[INFORMATION SHOWN — start]
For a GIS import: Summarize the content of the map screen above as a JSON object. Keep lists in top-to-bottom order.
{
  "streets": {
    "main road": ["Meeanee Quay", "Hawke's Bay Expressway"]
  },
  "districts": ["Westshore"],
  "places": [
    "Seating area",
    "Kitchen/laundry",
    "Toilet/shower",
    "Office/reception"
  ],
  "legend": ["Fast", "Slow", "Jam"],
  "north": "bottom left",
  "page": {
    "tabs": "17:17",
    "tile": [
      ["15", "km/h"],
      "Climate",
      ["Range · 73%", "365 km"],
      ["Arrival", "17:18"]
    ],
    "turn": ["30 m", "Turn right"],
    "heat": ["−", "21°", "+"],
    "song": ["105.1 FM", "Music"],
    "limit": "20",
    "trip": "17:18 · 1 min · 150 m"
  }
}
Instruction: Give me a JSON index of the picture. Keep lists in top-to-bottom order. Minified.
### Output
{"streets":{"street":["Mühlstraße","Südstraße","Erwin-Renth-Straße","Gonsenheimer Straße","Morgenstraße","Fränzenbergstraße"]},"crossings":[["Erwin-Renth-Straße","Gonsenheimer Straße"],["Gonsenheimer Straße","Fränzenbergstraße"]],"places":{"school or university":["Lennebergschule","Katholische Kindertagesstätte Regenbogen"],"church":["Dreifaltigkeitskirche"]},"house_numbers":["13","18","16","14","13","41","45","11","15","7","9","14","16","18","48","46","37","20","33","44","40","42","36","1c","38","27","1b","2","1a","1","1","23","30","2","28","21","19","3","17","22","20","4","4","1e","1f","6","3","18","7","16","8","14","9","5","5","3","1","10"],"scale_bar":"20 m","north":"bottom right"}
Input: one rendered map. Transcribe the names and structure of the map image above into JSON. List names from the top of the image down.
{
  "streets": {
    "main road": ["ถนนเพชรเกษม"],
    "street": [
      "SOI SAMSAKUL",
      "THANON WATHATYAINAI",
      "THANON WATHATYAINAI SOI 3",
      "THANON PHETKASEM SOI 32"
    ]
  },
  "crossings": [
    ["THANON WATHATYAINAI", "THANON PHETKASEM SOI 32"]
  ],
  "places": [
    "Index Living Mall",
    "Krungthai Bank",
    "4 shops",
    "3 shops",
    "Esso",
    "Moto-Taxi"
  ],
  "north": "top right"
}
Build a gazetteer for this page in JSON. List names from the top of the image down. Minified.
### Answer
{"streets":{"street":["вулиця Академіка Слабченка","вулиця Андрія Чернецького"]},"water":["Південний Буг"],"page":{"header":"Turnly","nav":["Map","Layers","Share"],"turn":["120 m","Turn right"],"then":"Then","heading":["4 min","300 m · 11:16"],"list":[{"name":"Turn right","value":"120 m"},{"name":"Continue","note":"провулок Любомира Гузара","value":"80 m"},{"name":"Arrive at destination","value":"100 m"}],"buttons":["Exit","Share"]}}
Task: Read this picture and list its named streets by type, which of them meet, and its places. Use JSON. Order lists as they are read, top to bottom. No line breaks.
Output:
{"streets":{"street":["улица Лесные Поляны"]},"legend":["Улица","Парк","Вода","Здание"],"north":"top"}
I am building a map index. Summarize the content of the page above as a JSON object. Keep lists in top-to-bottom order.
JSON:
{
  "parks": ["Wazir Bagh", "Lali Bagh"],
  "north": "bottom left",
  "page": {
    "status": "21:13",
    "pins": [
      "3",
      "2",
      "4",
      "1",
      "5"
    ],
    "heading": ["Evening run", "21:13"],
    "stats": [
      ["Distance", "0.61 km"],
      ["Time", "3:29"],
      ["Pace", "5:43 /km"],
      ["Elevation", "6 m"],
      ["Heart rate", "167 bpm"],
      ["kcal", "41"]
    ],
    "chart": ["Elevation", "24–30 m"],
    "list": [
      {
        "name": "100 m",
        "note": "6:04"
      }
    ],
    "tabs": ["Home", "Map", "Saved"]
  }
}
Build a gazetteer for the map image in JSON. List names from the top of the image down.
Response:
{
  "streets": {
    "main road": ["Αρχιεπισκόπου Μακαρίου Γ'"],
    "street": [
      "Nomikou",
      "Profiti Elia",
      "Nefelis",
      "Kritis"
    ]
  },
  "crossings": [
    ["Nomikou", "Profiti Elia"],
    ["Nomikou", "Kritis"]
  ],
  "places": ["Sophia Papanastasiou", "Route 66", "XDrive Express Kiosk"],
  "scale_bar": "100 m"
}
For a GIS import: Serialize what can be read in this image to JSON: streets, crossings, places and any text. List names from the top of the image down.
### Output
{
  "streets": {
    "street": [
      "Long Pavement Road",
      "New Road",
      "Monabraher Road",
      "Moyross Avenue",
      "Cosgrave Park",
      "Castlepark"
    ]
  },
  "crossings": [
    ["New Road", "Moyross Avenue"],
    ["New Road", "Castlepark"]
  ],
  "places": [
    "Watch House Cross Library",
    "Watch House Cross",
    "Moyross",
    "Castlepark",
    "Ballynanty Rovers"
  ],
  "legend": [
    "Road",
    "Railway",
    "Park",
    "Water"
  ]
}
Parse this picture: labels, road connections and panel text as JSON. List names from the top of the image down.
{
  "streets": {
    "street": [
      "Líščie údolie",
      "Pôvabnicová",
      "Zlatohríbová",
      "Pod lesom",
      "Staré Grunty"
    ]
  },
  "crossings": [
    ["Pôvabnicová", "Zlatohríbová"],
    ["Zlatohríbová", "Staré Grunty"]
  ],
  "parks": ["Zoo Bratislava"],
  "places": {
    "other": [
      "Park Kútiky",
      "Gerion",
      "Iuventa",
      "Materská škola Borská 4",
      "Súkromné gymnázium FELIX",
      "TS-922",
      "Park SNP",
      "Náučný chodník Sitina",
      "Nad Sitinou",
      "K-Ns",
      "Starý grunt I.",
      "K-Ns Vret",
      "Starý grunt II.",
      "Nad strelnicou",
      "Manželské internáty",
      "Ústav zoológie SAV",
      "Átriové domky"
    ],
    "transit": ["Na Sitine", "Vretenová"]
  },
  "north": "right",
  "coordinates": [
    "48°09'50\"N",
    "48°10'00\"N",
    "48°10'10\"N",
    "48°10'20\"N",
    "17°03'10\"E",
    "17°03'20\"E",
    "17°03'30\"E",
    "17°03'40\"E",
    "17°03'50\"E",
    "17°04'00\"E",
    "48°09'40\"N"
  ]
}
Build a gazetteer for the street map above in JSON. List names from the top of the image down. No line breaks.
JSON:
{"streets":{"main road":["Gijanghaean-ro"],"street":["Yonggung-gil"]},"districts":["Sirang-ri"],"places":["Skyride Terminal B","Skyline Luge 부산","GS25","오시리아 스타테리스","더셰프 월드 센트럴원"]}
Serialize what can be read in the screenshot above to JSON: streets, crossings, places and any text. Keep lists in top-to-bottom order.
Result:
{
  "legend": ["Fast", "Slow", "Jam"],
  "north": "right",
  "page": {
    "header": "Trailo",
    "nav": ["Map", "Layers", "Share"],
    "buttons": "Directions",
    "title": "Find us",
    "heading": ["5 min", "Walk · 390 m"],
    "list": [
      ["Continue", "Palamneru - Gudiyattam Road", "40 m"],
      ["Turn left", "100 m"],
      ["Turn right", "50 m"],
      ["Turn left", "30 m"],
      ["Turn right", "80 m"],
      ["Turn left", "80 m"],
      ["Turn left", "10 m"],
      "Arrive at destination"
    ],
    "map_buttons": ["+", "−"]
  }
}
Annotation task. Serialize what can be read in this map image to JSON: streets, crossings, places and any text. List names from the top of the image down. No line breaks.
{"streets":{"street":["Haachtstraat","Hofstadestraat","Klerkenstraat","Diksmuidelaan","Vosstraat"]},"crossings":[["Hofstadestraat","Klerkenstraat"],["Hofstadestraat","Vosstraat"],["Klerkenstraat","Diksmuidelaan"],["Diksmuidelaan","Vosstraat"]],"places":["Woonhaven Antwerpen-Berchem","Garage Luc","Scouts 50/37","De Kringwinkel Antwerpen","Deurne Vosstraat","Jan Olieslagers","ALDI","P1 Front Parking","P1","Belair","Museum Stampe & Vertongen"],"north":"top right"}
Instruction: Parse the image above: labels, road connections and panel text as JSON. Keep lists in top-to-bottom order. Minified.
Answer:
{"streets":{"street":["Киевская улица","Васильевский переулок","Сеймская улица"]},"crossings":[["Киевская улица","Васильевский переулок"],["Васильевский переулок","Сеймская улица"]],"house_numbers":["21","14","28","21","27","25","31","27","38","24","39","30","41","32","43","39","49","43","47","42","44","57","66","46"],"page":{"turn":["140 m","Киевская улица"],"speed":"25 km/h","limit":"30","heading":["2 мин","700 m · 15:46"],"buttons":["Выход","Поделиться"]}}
[INFORMATION SHOWN — finish]
◆ EXERCISE
Set down only the lines above that fall between the line holding "Parse this picture: labels, road" and the line holding "Serialize what can be read in the", inclusive, keeping each exact.

◆ ANSWER BOX
Parse this picture: labels, road connections and panel text as JSON. List names from the top of the image down.
{
  "streets": {
    "street": [
      "Líščie údolie",
      "Pôvabnicová",
      "Zlatohríbová",
      "Pod lesom",
      "Staré Grunty"
    ]
  },
  "crossings": [
    ["Pôvabnicová", "Zlatohríbová"],
    ["Zlatohríbová", "Staré Grunty"]
  ],
  "parks": ["Zoo Bratislava"],
  "places": {
    "other": [
      "Park Kútiky",
      "Gerion",
      "Iuventa",
      "Materská škola Borská 4",
      "Súkromné gymnázium FELIX",
      "TS-922",
      "Park SNP",
      "Náučný chodník Sitina",
      "Nad Sitinou",
      "K-Ns",
      "Starý grunt I.",
      "K-Ns Vret",
      "Starý grunt II.",
      "Nad strelnicou",
      "Manželské internáty",
      "Ústav zoológie SAV",
      "Átriové domky"
    ],
    "transit": ["Na Sitine", "Vretenová"]
  },
  "north": "right",
  "coordinates": [
    "48°09'50\"N",
    "48°10'00\"N",
    "48°10'10\"N",
    "48°10'20\"N",
    "17°03'10\"E",
    "17°03'20\"E",
    "17°03'30\"E",
    "17°03'40\"E",
    "17°03'50\"E",
    "17°04'00\"E",
    "48°09'40\"N"
  ]
}
Build a gazetteer for the street map above in JSON. List names from the top of the image down. No line breaks.
JSON:
{"streets":{"main road":["Gijanghaean-ro"],"street":["Yonggung-gil"]},"districts":["Sirang-ri"],"places":["Skyride Terminal B","Skyline Luge 부산","GS25","오시리아 스타테리스","더셰프 월드 센트럴원"]}
Serialize what can be read in the screenshot above to JSON: streets, crossings, places and any text. Keep lists in top-to-bottom order.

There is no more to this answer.